Graph shows healthcare prices have increased steadily since 2012, with a recent two percent jump in the second quarter of 2018.

Source: Altarum Center for Value in Health Care

In an effort to lower prices, stakeholders are implementing price transparency initiatives like Medicare’s new requirement for hospitals that mandates the facilities publish their prices online. Other stakeholders are attempting to boost healthcare competition and address local price variations to lower healthcare prices.

Despite an industry-wide focus on price growth, healthcare prices continue to rise at a slow and steady pace, Altarum found.

As a result, healthcare spending is also continuing to increase. In the second quarter of 2018, healthcare spending was five percent greater than the previous year. The growth rate for the first half of 2018 was 4.8 percent year-over-year, Altarum reported.

Spending on healthcare services drove the recent uptick in overall healthcare spending. Healthcare service spending represents over 70 percent of healthcare spending, and expenditures on the services jumped up by 4.9 percent in the second quarter of 2018, up from 4.2 percent the previous quarter.

Graph shows healthcare spending increased five percent in the second quarter of 2018 compared to the previous year.

Source: Altarum Center for Value in Health Care

The growth rate for healthcare services spending is now 4.6 percent, which is comparable to the 2017 rate of 4.5 percent and the 2016 rate of 4.8 percent, the report stated.

Retail spending on prescription drugs also increased in the first half of 2018. Prescription drug costs grew by 3.4 percent in the second quarter of 2018 and by 3.7 percent in the first quarter of 2018.

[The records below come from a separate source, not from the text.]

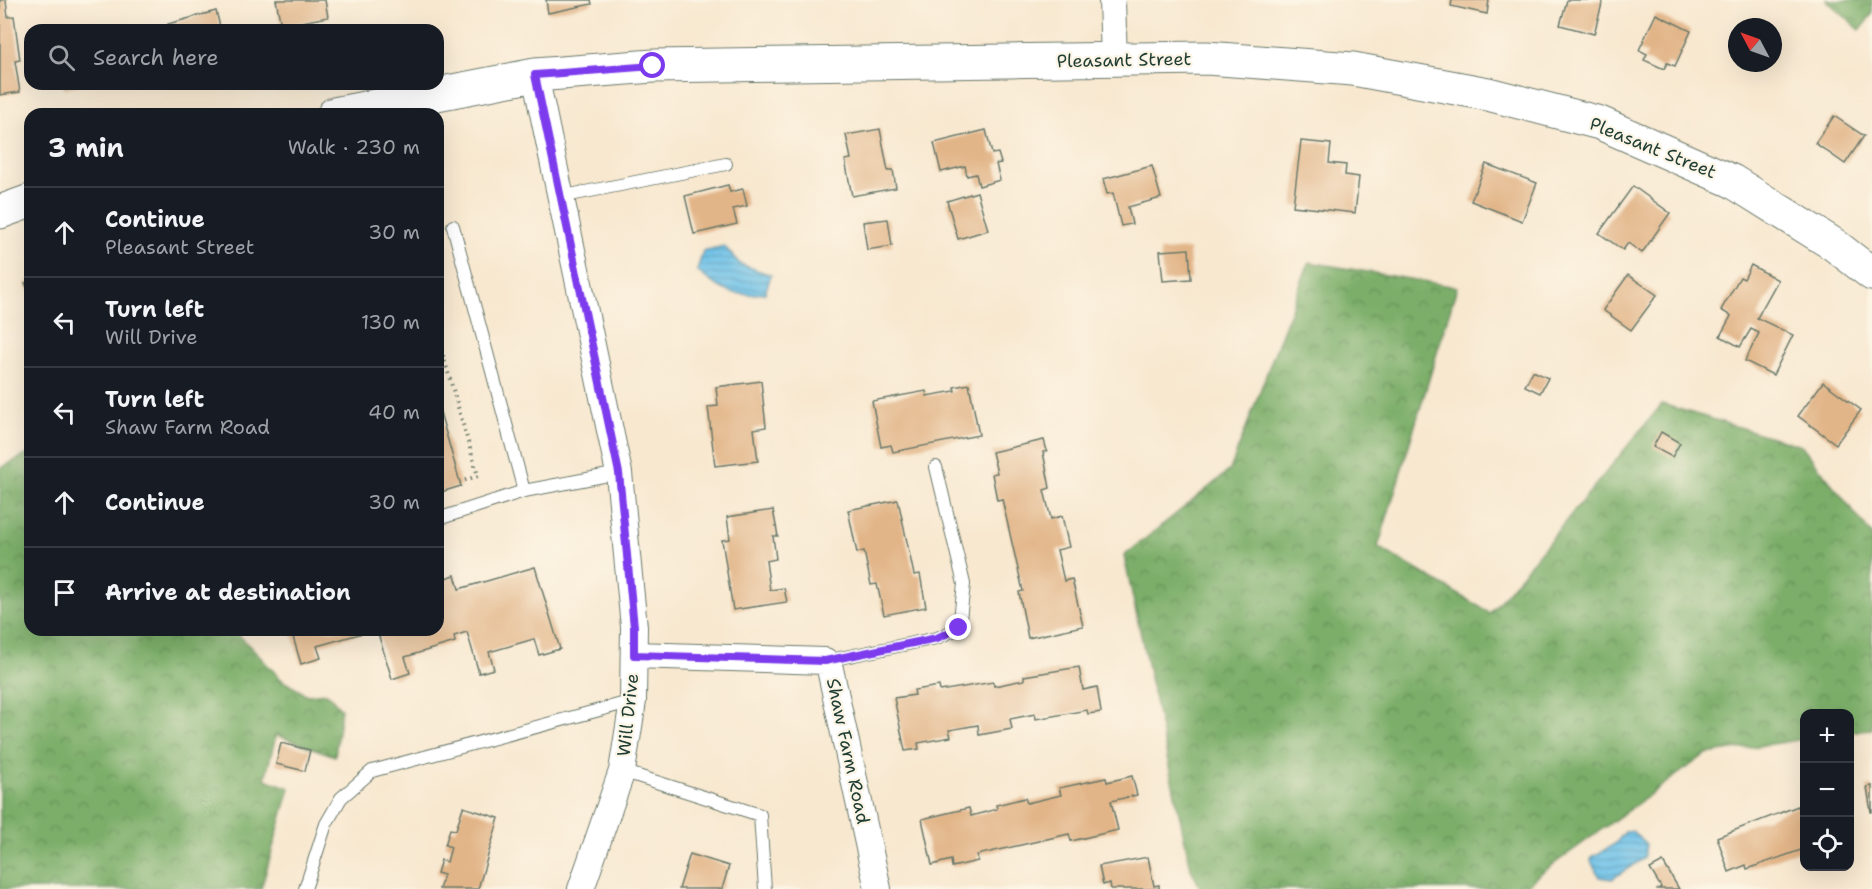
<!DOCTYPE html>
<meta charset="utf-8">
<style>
body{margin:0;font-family:"Shantell Sans",sans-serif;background:#242831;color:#f1f3f6}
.controls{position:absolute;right:18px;bottom:18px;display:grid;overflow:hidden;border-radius:12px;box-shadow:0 6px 24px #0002}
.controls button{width:54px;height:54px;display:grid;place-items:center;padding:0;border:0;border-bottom:2px solid #363941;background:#171b24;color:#f1f3f6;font:30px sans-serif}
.compass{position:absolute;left:1728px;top:18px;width:54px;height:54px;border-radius:50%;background:#171b24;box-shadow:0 6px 24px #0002;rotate:311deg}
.stop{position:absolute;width:18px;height:18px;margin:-14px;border:4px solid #7c3aed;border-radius:50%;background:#fff}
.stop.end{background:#7c3aed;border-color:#fff;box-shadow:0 2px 6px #0008}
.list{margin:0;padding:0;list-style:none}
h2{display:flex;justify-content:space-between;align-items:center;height:78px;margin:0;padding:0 24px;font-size:26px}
h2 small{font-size:20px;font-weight:400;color:#9ea1a6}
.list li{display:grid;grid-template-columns:39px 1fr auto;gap:18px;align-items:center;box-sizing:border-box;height:90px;padding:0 24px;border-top:2px solid #363941}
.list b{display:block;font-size:22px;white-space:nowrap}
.list p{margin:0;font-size:20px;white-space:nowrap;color:#9ea1a6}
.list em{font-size:20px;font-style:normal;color:#9ea1a6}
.icon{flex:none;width:33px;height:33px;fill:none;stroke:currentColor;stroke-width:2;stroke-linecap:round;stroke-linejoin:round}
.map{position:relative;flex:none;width:1872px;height:889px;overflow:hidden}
.search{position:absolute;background:#171b24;box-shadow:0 6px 24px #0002;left:24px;top:24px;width:420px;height:66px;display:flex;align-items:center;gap:15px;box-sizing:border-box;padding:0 21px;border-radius:18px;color:#9ea1a6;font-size:22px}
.panel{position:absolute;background:#171b24;box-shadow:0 6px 24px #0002;left:24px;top:108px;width:420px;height:528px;border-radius:18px}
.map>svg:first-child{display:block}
.forest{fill:url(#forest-crowns);stroke:#4d764e;stroke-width:1.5}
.water{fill:url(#water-rules);stroke:#467f8e;stroke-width:1.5}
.building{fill:#e2b588}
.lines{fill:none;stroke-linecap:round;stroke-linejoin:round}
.service-casing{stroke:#6b796b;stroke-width:14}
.minor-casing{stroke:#6b796b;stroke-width:28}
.secondary-casing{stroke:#6b796b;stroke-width:35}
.path{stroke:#6b796b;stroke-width:4;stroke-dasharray:1.5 4.5;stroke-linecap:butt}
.service{stroke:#fff;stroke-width:12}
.minor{stroke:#fff;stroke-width:26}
.secondary{stroke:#fff;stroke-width:33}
.route{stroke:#7c3aed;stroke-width:8}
.labels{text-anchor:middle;stroke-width:4.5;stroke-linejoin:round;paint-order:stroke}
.street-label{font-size:18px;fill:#1f3d34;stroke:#fcf5e5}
</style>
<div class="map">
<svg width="1872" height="889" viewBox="0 0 1872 889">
<defs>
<pattern id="forest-crowns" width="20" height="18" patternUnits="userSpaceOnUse" patternTransform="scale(1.5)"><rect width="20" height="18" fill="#7bae69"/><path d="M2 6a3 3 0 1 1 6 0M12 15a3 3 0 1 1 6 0" fill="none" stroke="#648f57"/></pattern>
<pattern id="water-rules" width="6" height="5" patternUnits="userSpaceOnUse" patternTransform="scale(1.5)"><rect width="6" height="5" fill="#6cc1e9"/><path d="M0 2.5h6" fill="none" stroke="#589ebe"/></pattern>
</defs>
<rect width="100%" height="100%" fill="#fcf5e5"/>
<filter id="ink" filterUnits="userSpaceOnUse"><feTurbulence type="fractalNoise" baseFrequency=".0167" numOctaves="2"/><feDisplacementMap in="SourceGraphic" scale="12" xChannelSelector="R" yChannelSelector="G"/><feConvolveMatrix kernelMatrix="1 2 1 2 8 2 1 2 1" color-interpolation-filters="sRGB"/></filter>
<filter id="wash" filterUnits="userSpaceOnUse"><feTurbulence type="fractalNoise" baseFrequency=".008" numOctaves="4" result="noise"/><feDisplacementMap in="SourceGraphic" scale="24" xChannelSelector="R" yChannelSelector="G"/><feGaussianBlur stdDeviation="1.35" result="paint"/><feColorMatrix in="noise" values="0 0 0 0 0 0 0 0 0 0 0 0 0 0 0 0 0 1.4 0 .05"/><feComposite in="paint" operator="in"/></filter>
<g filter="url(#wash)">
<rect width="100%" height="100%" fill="#f8e8d0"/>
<g class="forest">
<path d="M1826 0H1872V14L1860 30Z"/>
<path d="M1309 262 1457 287 1378 547 1490 613 1662 404 1802 446 1872 535V729L1850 732V714H1804V739L1706 754 1536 877 1524 889H1201L1191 869 1124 556 1230 470Z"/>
<path d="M30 453V630H234L283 681 307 695 327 693 341 709 335 756 276 735 265 779 290 788 261 889H0V468Z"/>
</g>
<g class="water">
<path d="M724 246 740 264 771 275 765 293C733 297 722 292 697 271L703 251Z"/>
<path d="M1632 831 1646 844 1644 858 1612 879 1599 877 1591 861 1592 857 1615 844 1625 832Z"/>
</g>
<g id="blocks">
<g class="building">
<path d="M0 0H6L8 17 14 16 20 60 15 61 20 92 0 95Z"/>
<path d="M276 0H325L328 17 281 26Z"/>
<path d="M546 0H591L592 4 548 13Z"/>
<path d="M1452 0H1489L1487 14 1451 6Z"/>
<path d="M1567 0H1603L1594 34 1560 25Z"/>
<path d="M216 11 221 30H170L168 24Z"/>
<path d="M1656 14 1691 31 1675 66 1667 63 1664 69 1644 60 1647 54 1639 50Z"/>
<path d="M63 84H80L65 90Z"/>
<path d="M1834 116 1864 136 1845 164 1815 143Z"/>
<path d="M880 129 888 171 893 170 896 188 852 196 845 160 851 159 846 135Z"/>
<path d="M986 130 992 154 998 153 1001 163 996 164 1000 180 979 186 976 174 967 176 965 166 941 172 934 143Z"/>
<path d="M1301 141 1331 144 1329 163 1346 165 1345 175 1359 177 1355 213 1293 206Z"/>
<path d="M1486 164 1537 183 1522 221 1471 201Z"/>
<path d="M1152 166 1161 198 1128 207 1132 224 1121 226 1113 193 1107 194 1103 179Z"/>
<path d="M728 185 730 192 743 189 747 206 733 209 737 224 694 234 685 196Z"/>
<path d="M1633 186 1670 213 1642 253 1628 243 1623 250 1599 233Z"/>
<path d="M977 192 988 230 958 239 947 201Z"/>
<path d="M888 219 892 246 867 250 863 222Z"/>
<path d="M1189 249 1191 279 1163 281 1160 251Z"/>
<path d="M1751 265 1778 280 1757 318 1793 335 1773 375 1745 361 1759 333 1751 329 1740 347 1720 336 1731 316 1721 310 1740 277 1744 279Z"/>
<path d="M1628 275 1657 295 1631 330 1603 310Z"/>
<path d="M30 281V294L25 283Z"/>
<path d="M1533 371 1548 378 1540 393 1525 386Z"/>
<path d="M761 381 766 427 754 429 758 461 715 466 708 407 718 406 716 387Z"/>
<path d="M1823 382 1861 410 1836 444 1798 416Z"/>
<path d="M969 384 979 435 893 452 891 445 881 447 872 401 926 391 927 396 955 391 954 387Z"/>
<path d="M438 405 461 486 438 493Z"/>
<path d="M1661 432 1680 443 1672 457 1653 447Z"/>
<path d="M1044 440 1047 451 1043 452 1050 488 1044 490 1051 519 1062 516 1069 547 1057 550 1064 581 1072 579 1083 626 1028 638 1019 592 1023 591 1002 499 997 500 992 474 997 473 992 452Z"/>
<path d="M898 500 914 575 920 574 926 607 884 615 877 584 871 585 864 551 857 553 848 510Z"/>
<path d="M773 510 778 536H773L776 559 766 561 770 590 784 588 787 602 733 610 722 540 730 539 727 517Z"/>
<path d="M535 567 560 649 539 655 534 639 489 652 494 669 479 673 467 632 454 636 455 642 405 657 410 673 392 679 377 630H438V573H441L442 579 455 575 459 589Z"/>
<path d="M291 630H370V631L317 646 321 658 301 664Z"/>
<path d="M1079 667 1083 690 1097 687 1101 712 1088 714 1087 710 1036 719 1035 714 1010 719 1012 729 979 735 978 725 949 730 951 737 918 743 919 749 905 751 894 698 915 695 914 690 939 686 940 691 993 682 994 686 1024 680V676Z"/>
<path d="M281 743 310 750 305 771 276 764Z"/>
<path d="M1132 776 1137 795 1111 801 1118 830 1071 841 1069 834 977 855 978 861 952 867 951 860 932 865 922 819 969 808 971 816 997 809 996 805 1025 798 1027 803 1061 795 1059 788 1106 778 1107 782Z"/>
<path d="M1872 786V812H1871L1867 787Z"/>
<path d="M1798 806 1804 824V849L1747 869 1746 865 1729 872 1717 837Z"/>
<path d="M463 807 499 818 478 889H439L444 875 437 873 441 860 447 862 451 847 445 845 450 829 456 830Z"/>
<path d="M690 854 729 866 722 889H679Z"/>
<path d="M1148 857 1154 886 1159 885V889H1111L1110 883 1103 885 1099 866Z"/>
<path d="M1663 862 1679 889H1658L1661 887 1650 869Z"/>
</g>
</g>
</g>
<g filter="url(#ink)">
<use href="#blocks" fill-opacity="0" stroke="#6b796b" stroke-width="1.5"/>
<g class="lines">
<defs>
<g id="service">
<path d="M560 197 726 164"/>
<path d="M453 226 524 491"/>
<path d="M438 519 524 491 619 473"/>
<path d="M825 661 937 638 959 628 964 584 936 467"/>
<path d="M622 771 760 815 765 889"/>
<path d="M305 889 326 824 341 798 372 771 633 701"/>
</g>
<g id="minor">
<path d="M1112 0 1114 60"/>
<path d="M535 75 619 473 634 627 633 701 622 771 581 889"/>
<path d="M634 655 825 661 830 669 878 889"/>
</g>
<g id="secondary">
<path d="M334 114 535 75 653 66 1207 58 1353 69 1488 94 1600 123 1732 181 1833 244 1872 274"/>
<path d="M0 212 30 201"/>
</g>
</defs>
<use href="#service" class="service-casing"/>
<use href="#minor" class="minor-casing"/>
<use href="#secondary" class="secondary-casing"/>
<path class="path" d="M438 338 478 476 460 482"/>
<use href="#service" class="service"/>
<use href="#minor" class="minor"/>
<use href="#secondary" class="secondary"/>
</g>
</g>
<g class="lines" filter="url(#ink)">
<path class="route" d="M653 66 535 75 619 473 634 627V655L825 661 937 638 959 628"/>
</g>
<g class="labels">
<g class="street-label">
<text transform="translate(1124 60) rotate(-1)" y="6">Pleasant Street</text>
<text transform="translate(1653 148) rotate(22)" y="6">Pleasant Street</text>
<text transform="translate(628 715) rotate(-84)" y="6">Will Drive</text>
<text transform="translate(848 751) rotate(78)" y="6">Shaw Farm Road</text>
</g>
</g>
</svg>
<div class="controls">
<button>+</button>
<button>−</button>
<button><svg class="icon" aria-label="locate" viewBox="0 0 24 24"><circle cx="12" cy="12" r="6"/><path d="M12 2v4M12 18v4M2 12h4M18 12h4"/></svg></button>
</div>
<svg class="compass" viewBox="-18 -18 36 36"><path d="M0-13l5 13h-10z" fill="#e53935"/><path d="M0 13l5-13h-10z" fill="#9ea1a6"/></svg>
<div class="stop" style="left:653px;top:66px"></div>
<div class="stop end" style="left:959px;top:628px"></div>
<div class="search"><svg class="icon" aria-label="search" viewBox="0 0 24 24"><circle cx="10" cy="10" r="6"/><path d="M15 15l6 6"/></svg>Search here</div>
<section class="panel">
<h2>3 min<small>Walk · 230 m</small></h2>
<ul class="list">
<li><svg class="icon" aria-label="ahead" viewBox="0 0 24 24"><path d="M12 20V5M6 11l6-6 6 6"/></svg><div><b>Continue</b><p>Pleasant Street</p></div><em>30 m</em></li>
<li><svg class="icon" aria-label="left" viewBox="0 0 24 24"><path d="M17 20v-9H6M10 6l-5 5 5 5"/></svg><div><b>Turn left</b><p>Will Drive</p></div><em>130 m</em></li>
<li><svg class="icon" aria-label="left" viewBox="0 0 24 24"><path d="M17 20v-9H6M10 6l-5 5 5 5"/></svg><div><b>Turn left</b><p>Shaw Farm Road</p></div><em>40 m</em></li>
<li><svg class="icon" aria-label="ahead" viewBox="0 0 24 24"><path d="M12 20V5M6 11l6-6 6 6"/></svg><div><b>Continue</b></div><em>30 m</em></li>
<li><svg class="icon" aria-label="arrive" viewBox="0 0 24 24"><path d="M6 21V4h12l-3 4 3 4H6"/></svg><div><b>Arrive at destination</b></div></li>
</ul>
</section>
</div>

On average, retail spending on prescription drugs saw 3.5 percent growth the first half of the year.

Altarum noted the rate is down from 4.7 percent growth in 2017.

While overall healthcare spending is steadily climbing, private payers are seeing their expenditures rapidly grow, the report showed.

Healthcare spending by private payers has grown significantly faster than the spending by public payers since 2016, Altarum found. And the difference in private and public payer spending peaked in the first quarter of 2018 when private payer spending growth hit 7.4 percent while the public payer spending growth averaged 2.3 percent.

The gap between public and private payer healthcare spending narrowed slightly in the second quarter of 2018. But the difference may persistent as private payers experience higher price growth and healthcare utilization and intensity compared to their public peers.

Overall, the data shows that the healthcare sector “appears to be in a period of stable, moderate growth,” Altarum stated.

However, recent trends could destabilize the current steady growth trends in the healthcare industry.

Legal challenges to the Affordable Care Act, chnages in coverage from additional Medicaid expansion initiatives, reductions in the level of quality of coverage under new policies like Medicaid work requirements, and the timing and nature of the next economic downturn are among the potential near-term disruptors to the healthcare sector.

But even without the near-term disruptors, Altarum emphasized that the moderate growth rates spell trouble in the long-term.

“As we have remarked before, even if health spending growth remains at today’s moderate rates and overall economic growth continues to keep pace, future budgetary tradeoffs will be painful,” the report concluded.

“Policy issues that appear to have potential for near term action such as surprise billings and out-of-pocket drug costs may be provider some relief to consumers, but will do little to address the long-term budgetary challenges,” the organization continued. “Even the Chairman of the Federal Reserve, normally a body that is reticent to comment on fiscal policy, recently called out health spending as a major contributor to ‘unsustainable’ deficits, and urged action while economic times are good.”